Dr. Mary Lou Dorf has been selected as a recipient of the 2017 Provost's Teaching Innovation Prize, which recognizes faculty who have made use of innovation to improve student learning. The award is given by the Office of the Provost, the Center for Research on Learning and Teaching, and the University Library.

Dr. Dorf has been recognized with this award for her work in reimagining EECS 183, Elementary Programming Concepts, the introductory computer science course for students in all colleges outside of the College of Engineering.

One of the key concerns nationally in CS education is fostering a culture of inclusion, where all students feel a sense of belonging. Fledgling students often struggle with confidence in their ability to succeed in the discipline, and this deficit in confidence has been shown to disproportionately impact female students and underrepresented minorities, as they are less likely to have experience in CS before attending University.

Dr. Dorf has transformed EECS 183 into an interactive and inclusive experience that culminates in a substantial final programming project and has created an event to showcase the finished projects.

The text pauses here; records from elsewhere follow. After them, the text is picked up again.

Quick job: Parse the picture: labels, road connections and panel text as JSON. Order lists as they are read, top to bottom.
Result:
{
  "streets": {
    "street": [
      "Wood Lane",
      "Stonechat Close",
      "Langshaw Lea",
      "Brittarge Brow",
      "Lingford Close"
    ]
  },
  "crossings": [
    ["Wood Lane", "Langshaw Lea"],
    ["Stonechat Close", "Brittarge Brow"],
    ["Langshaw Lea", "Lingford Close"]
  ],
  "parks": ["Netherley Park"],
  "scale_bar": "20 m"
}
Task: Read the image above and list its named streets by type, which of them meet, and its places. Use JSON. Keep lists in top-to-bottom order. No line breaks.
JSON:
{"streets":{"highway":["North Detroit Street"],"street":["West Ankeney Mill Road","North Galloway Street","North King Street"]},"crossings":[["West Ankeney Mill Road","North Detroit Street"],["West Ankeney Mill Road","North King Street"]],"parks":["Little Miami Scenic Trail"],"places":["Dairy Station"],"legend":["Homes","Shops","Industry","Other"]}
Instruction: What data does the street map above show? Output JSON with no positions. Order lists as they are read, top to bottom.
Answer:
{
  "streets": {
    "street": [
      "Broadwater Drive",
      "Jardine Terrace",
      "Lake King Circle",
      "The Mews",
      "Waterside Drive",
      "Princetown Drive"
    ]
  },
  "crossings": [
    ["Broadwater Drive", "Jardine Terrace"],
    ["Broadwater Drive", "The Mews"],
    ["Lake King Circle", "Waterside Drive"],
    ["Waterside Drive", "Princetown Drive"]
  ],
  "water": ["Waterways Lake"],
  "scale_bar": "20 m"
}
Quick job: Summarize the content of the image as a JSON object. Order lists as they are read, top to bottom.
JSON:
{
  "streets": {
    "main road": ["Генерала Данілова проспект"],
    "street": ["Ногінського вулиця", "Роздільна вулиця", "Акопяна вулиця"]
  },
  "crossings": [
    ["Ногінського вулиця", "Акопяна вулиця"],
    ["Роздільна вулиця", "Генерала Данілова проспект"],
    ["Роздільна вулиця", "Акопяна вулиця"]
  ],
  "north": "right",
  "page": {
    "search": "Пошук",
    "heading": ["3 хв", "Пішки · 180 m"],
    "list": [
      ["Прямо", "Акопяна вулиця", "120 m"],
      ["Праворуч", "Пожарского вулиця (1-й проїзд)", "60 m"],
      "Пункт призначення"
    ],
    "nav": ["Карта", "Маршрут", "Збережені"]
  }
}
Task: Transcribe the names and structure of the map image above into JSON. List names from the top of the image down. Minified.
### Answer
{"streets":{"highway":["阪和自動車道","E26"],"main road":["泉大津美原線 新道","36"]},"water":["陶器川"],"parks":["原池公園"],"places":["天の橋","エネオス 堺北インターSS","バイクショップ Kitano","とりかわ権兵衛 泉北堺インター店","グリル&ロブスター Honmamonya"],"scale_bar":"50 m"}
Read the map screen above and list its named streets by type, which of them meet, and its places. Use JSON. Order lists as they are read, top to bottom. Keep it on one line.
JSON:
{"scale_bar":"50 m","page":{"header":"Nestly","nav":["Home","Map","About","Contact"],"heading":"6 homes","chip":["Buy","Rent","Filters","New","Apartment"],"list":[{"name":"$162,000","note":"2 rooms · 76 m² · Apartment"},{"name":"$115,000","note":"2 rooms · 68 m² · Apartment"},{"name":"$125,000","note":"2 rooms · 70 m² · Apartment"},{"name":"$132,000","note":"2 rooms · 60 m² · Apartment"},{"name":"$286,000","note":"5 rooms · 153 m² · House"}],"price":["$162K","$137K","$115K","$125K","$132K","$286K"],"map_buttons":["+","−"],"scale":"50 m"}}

This final project is a major programming assignment of the scale and scope not seen in other introductory programming courses. Instead of a final exam, students complete this major achievement in teams of four students. Team-based projects provide multiple benefits to students. It allows the scope of the project to be significant, while still being tractable, and provides an early experience in teamwork and leadership for students.

Video: Pat Pannuto, CSE graduate student

In this video, Dr. Dorf and her students talk about what makes EECS 183 special

Since the introduction of the final project and showcase event, there has been significant across-the-board growth in the number of students pursuing computer science as a major though the College of LSA, including an increased percentage of female students. There are also many anecdotes of students who have come forward to express how completing the final project increased their self-confidence, which has led to them deciding to pursue computer science and other STEM fields of study.

Dr. Dorf will be honored with the Provost's Teaching Innovation Prize at the Enriching Scholarship Conference on May 1, 2017.

Dr. Dorf received her Ph.D. in systems engineering from the University of Toledo in 1990. She joined the faculty at the University of Michigan as a Lecturer in 2002. She is a recipient of the College of Engineering Thomas M. Sawyer, Jr. Teaching Award and an EECS Outstanding Achievement Award. She has a particular interest in engineering education and in opening doors for women interested in the field of computer science and is currently working on a number of projects aimed at increasing the number of undergraduate women who declare computer science as a major.